Add a Goods & Services Tax (GST) to a Budget
Background
In numerous countries, a Goods & Services Tax (GST) is a tax that is applied to certain goods or services in that country. Depending on the country, it may also be referred to as a Value Added Tax (VAT). When this type of tax is levied by the government, businesses are responsible for collecting the tax on the required goods and services, as well as for remitting the taxes collected to the government.
Examples
The following examples are for illustrative purposes only:
In Australia, the government levies a 10% tax is added to most goods and services, with some exemptions.
In Canada, the government levies 5% is added to taxable goods and services. Some provinces may also levy a separate Provincial State Tax (PST) on goods and services and/or combine the GST and PST into a single Harmonized Sales Tax (HST).
To determine your country's specific tax requirements, always consult your government tax authority.

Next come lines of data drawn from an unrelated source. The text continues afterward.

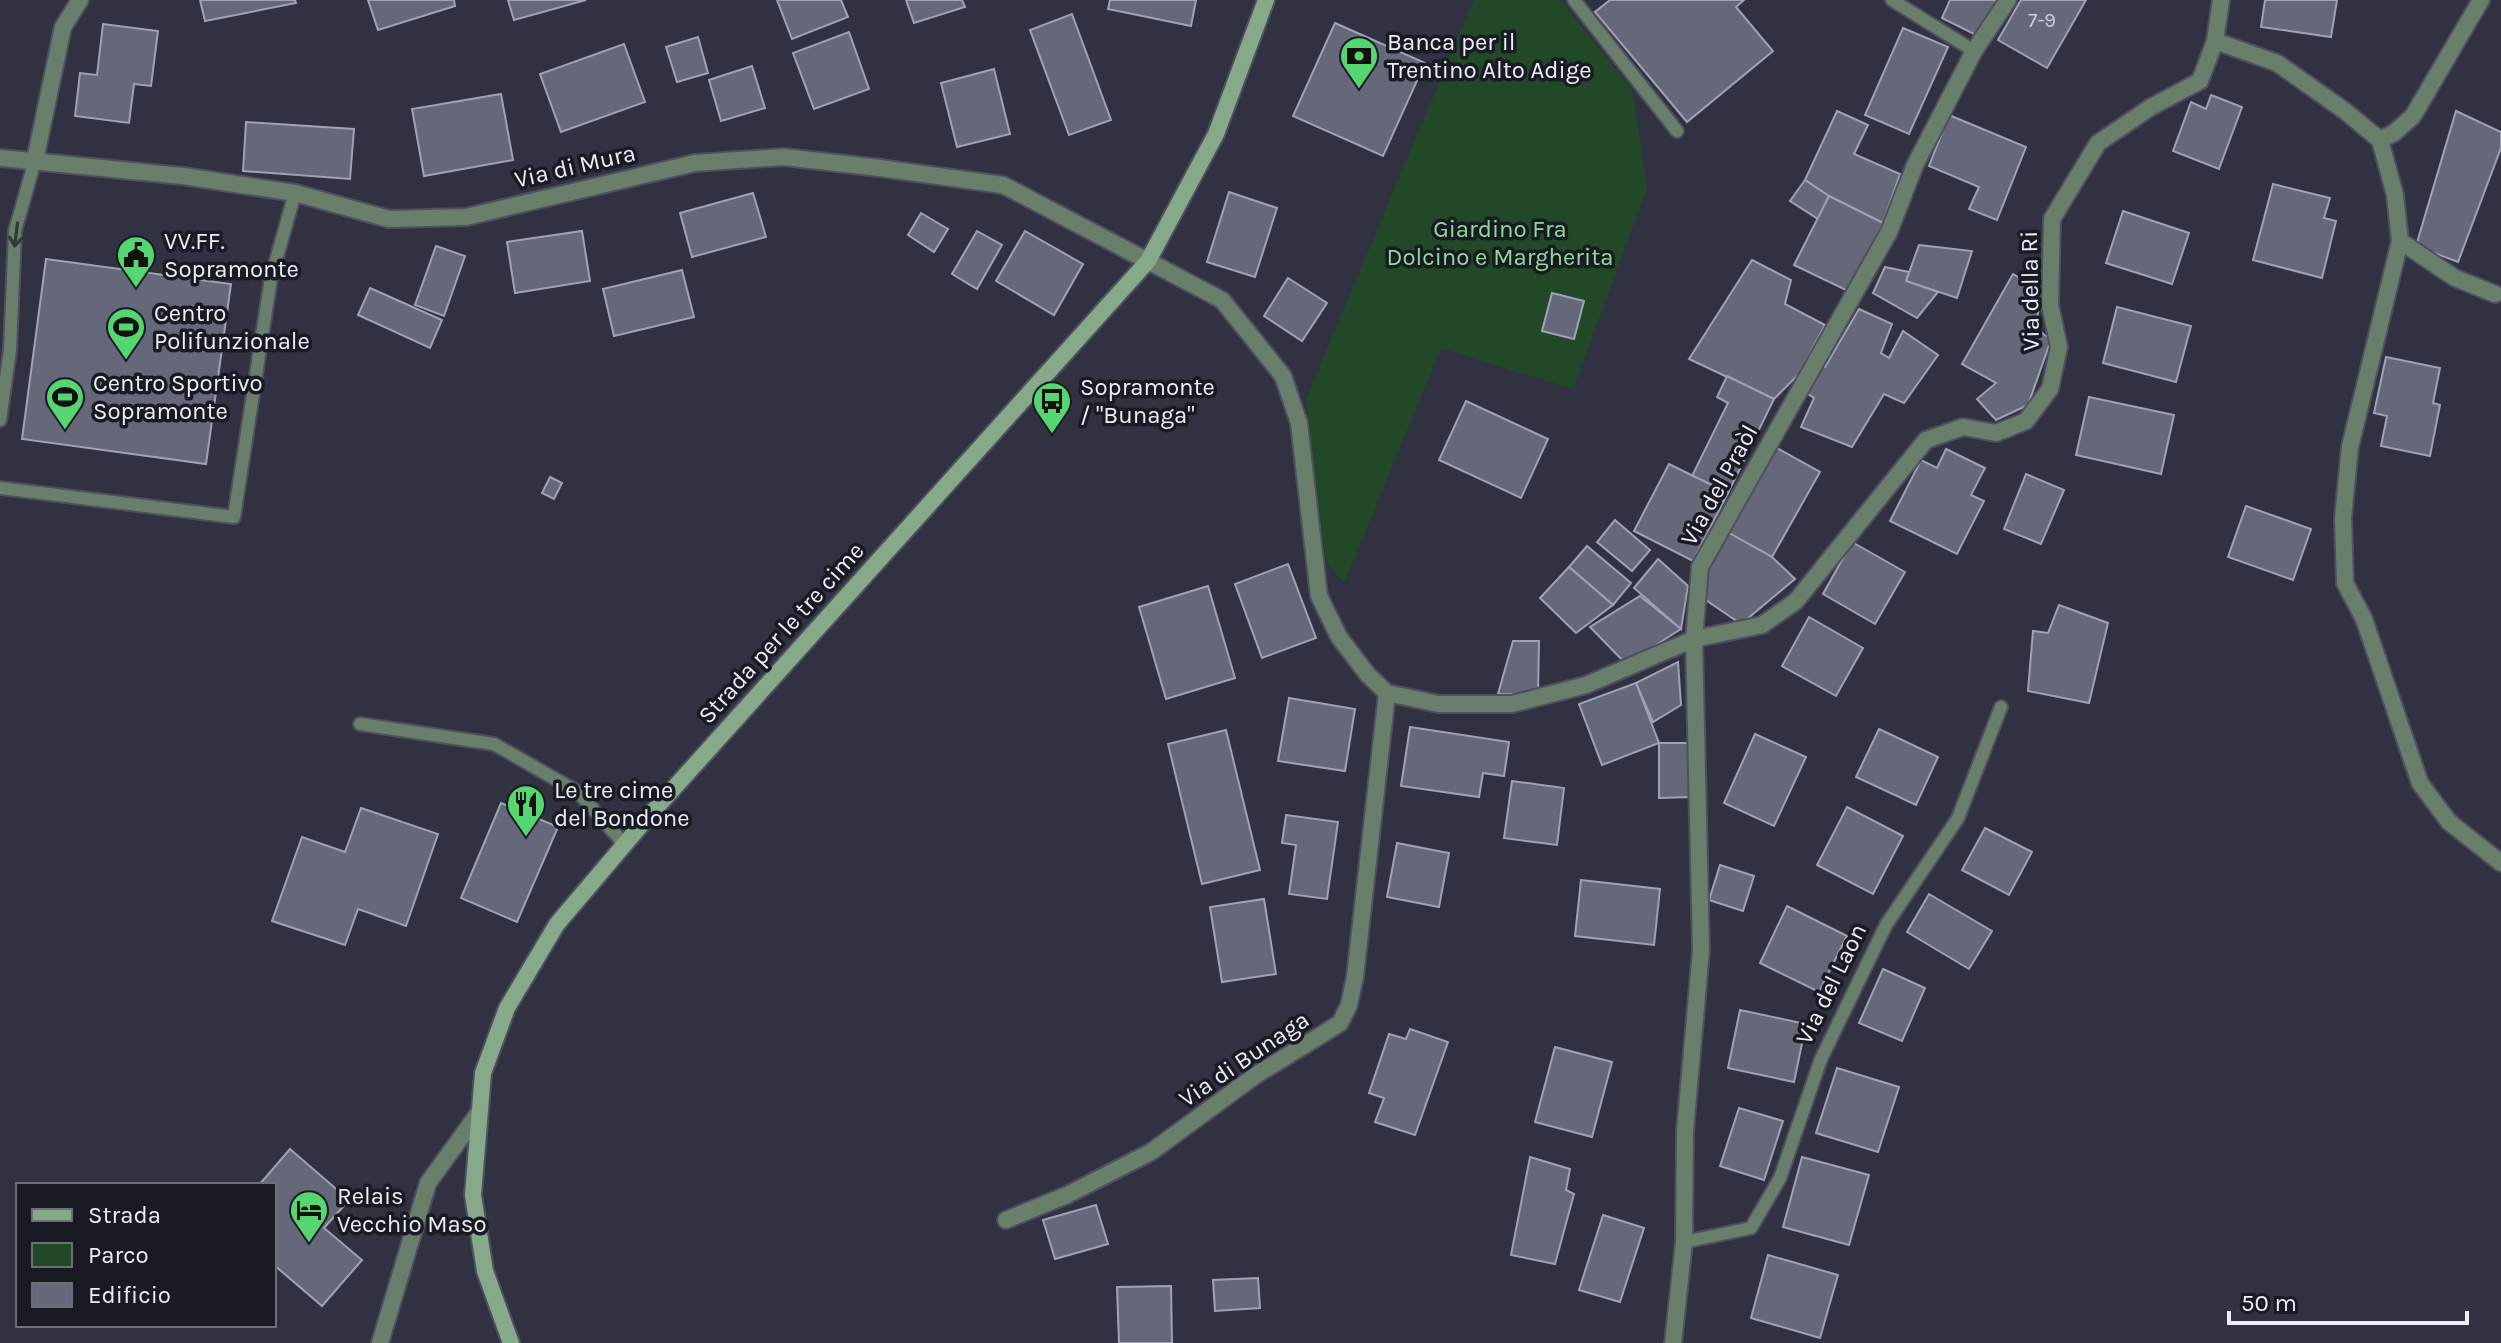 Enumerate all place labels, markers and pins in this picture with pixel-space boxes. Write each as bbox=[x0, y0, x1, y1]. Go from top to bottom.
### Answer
place label: Banca per il Trentino Alto Adige bbox=[1387, 28, 1592, 84]
bank icon: Banca per il Trentino Alto Adige bbox=[1338, 35, 1380, 90]
place label: VV.FF. Sopramonte bbox=[164, 227, 299, 283]
public building icon: VV.FF. Sopramonte bbox=[115, 234, 157, 289]
place label: Centro Polifunzionale bbox=[154, 299, 310, 355]
sports icon: Centro Polifunzionale bbox=[105, 306, 147, 361]
place label: Centro Sportivo Sopramonte bbox=[93, 369, 263, 425]
place label: Sopramonte / "Bunaga" bbox=[1080, 373, 1215, 429]
sports icon: Centro Sportivo Sopramonte bbox=[44, 376, 86, 431]
bus stop icon: Sopramonte / "Bunaga" bbox=[1031, 380, 1073, 435]
place label: Le tre cime del Bondone bbox=[554, 776, 690, 832]
restaurant icon: Le tre cime del Bondone bbox=[505, 783, 547, 838]
place label: Relais Vecchio Maso bbox=[337, 1182, 487, 1238]
hotel icon: Relais Vecchio Maso bbox=[288, 1189, 330, 1244] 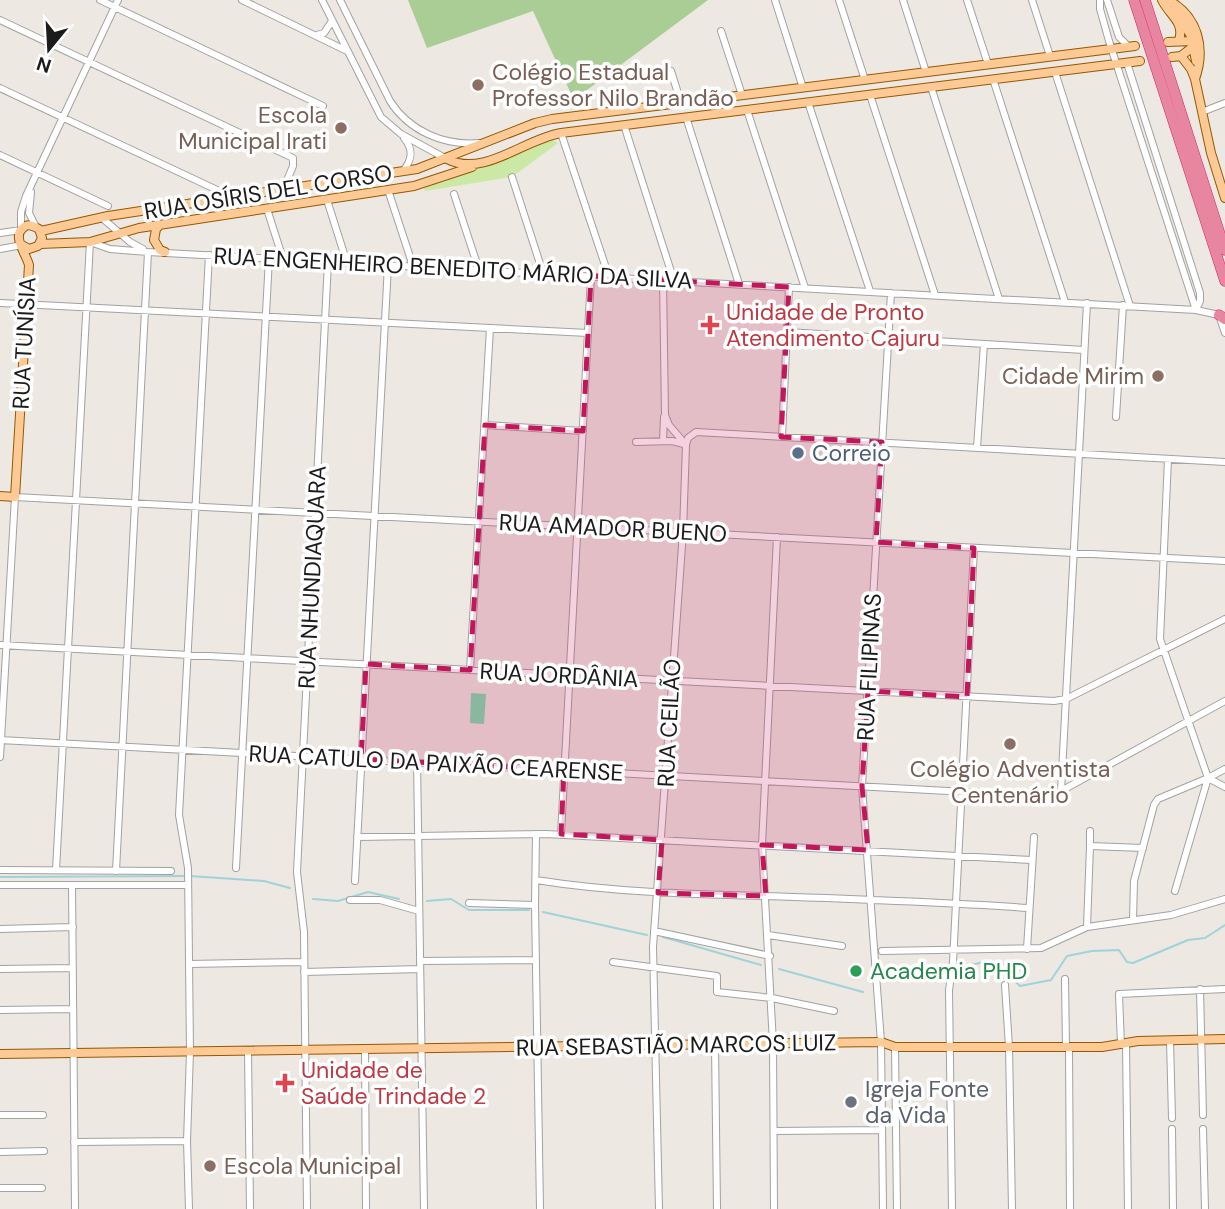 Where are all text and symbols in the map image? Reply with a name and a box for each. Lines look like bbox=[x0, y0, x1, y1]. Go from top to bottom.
north arrow bbox=[14, 14, 84, 84]
text: N bbox=[33, 51, 54, 79]
place label: Colégio Estadual Professor Nilo Brandão bbox=[492, 57, 734, 113]
marker: Colégio Estadual Professor Nilo Brandão bbox=[470, 77, 486, 93]
place label: Escola Municipal Irati bbox=[178, 100, 327, 156]
marker: Escola Municipal Irati bbox=[333, 120, 349, 136]
street label: RUA OSÍRIS DEL CORSO bbox=[142, 158, 394, 226]
street label: RUA ENGENHEIRO BENEDITO MÁRIO DA SILVA bbox=[213, 240, 693, 296]
street label: RUA TUNÍSIA bbox=[6, 276, 42, 410]
place label: Unidade de Pronto Atendimento Cajuru bbox=[726, 297, 940, 353]
marker: Unidade de Pronto Atendimento Cajuru bbox=[700, 315, 720, 335]
place label: Cidade Mirim bbox=[1002, 361, 1144, 391]
marker: Cidade Mirim bbox=[1150, 368, 1166, 384]
place label: Correio bbox=[812, 438, 891, 468]
marker: Correio bbox=[790, 445, 806, 461]
street label: RUA NHUNDIAQUARA bbox=[291, 464, 333, 690]
street label: RUA AMADOR BUENO bbox=[498, 507, 728, 549]
street label: RUA FILIPINAS bbox=[850, 592, 888, 742]
street label: RUA JORDÂNIA bbox=[479, 656, 639, 694]
street label: RUA CEILÃO bbox=[651, 658, 687, 788]
marker: Colégio Adventista Centenário bbox=[1002, 736, 1018, 752]
street label: RUA CATULO DA PAIXÃO CEARENSE bbox=[248, 738, 624, 788]
place label: Colégio Adventista Centenário bbox=[910, 754, 1110, 810]
place label: Academia PHD bbox=[870, 956, 1027, 986]
marker: Academia PHD bbox=[848, 963, 864, 979]
street label: RUA SEBASTIÃO MARCOS LUIZ bbox=[516, 1027, 836, 1063]
place label: Unidade de Saúde Trindade 2 bbox=[301, 1055, 486, 1111]
marker: Unidade de Saúde Trindade 2 bbox=[275, 1073, 295, 1093]
place label: Igreja Fonte da Vida bbox=[865, 1074, 989, 1130]
marker: Igreja Fonte da Vida bbox=[843, 1094, 859, 1110]
place label: Escola Municipal bbox=[224, 1151, 401, 1181]
marker: Escola Municipal bbox=[202, 1158, 218, 1174]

If you work in a country that requires your business to collect and remit this tax to the government, your company's Procore Administrator can create a dedicated cost code in the Company Admin tool at the company and project level. Your administrator can also choose to use the 'Other' cost type (or to create a custom cost type to associate with the GST tax cost code). Project users can then add financial line items with financial markup to associate with the cost code (and chosen cost type), so a GST line item displays on the project's payment applications (a.k.a., claim schedules) and progress claims (a.k.a., tax invoices).